I don't understand the output from the following code:
public static void main(String[] args) {
int i1, i2, i3, i4;
byte b;
i1 = 128;
b = (byte) i1;
i2 = (int) b;
i3 = 0 | b;
i4 = 1 << 7;
System.out.format("i1: %d b: %d i2: %d i3: %d i4: %d\n", i1, b, i2, i3, i4);
}
Output:
i1: 128 b: -128 i2: -128 i3: -128 i4: 128
Because byte is an 8-bit two's-complement signed integer, the binary representations with a 1 in the most significant bit are interpreted as negative values, which is why b becomes -128, which I'm totally fine with. I also understand that it's probably a good idea to keep the interpretation consistent when casting, as with i2. But shouldn't i3 and i4 have identical bit patterns and therefore map to identical int values?
Sign extension is what is making i2 and i3 negative.
In the expression (0 | b), b is promoted to an int, and sign extension occurs as part of this promotion.
That's not happening in the expression assigned to i4. The constants 1 and 7 are already ints so there's no sign extension involved.
In this line:
i3 = 0 | b;
The "b" variable is automatically promoted to int type with sign extension because of the | operator, so becomes (int)-128, i.e. 0xffffff80.
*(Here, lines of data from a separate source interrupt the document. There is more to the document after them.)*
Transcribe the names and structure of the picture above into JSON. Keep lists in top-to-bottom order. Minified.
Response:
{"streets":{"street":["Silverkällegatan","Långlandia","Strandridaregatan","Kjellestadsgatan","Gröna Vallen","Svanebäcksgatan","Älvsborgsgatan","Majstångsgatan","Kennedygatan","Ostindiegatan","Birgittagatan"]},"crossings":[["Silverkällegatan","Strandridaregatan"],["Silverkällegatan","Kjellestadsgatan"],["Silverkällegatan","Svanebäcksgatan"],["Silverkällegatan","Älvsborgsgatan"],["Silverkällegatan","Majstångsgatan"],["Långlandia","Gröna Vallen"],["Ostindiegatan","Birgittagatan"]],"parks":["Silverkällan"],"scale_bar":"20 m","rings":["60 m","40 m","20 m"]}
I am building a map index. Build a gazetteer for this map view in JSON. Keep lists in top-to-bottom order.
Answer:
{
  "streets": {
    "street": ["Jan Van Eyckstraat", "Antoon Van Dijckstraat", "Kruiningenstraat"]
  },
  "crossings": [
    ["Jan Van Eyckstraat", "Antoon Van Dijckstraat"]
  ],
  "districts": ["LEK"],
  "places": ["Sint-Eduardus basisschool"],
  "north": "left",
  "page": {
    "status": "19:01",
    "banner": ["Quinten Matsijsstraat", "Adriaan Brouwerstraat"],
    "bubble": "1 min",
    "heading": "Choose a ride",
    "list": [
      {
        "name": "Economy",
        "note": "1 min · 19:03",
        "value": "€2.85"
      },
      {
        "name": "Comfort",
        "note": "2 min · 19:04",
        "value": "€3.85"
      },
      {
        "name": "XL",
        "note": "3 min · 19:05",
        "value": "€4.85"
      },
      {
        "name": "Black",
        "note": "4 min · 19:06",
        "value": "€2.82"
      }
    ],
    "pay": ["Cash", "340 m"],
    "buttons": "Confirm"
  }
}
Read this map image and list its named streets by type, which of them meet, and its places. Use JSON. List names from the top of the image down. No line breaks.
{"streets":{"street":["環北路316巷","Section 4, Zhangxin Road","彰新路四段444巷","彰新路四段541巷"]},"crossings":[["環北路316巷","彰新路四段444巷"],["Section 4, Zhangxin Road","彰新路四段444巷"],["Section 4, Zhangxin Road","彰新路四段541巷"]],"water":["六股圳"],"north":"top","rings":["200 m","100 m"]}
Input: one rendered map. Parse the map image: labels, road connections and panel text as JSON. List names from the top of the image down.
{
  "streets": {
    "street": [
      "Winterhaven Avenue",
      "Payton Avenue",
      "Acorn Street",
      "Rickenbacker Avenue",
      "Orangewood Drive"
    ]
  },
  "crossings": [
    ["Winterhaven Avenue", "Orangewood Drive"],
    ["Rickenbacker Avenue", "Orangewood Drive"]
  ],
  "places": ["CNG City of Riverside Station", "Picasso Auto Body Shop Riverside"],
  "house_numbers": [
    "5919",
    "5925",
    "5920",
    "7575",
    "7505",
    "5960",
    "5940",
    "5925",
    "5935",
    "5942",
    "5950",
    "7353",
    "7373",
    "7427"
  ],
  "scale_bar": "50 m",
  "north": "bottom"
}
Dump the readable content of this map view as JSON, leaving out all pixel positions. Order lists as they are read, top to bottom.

When "or"ed with zero, its still the same value, namely -128
No, i4 is not a byte value, it's an int. That means that its sign bit is bit 31, not bit 7.
UPDATE: i3 is an int too, but it is initialized by extending a byte, so it keeps the sign from the byte value.
i2 = (int) b;
i3 = 0 | b;
the i3 statement is equivalent to:
i3 = 0 | ((int) b) = 0 | i2 so naturally it is going to have the same value as i2
That's simple. i3 = 0 | b; gets evaluated like byte, then it is converted to int. Whereas i4 = 1 << 7; will evaluate value as int and assign it to int. So in the first case we get 10000000b cast to int from byte, which will give us -128. And in the second we just assign this value to int without cast, which gives us 128.
If you want to get the unsigned value of the bit pattern in a byte:
b & 0xff
See also this old answer.
In
i3 = 0 | b;
I'm guessing the 0 | b part is evaluated as a byte, and the results are then cast to an int, while in
i4 = 1 << 7;
the 1 << 7 part is already an int.
The above guess has been pointed out in the comments to be wrong!
The correct version is: In the top expression, the b is already cast to an int with sign extension before the OR operation.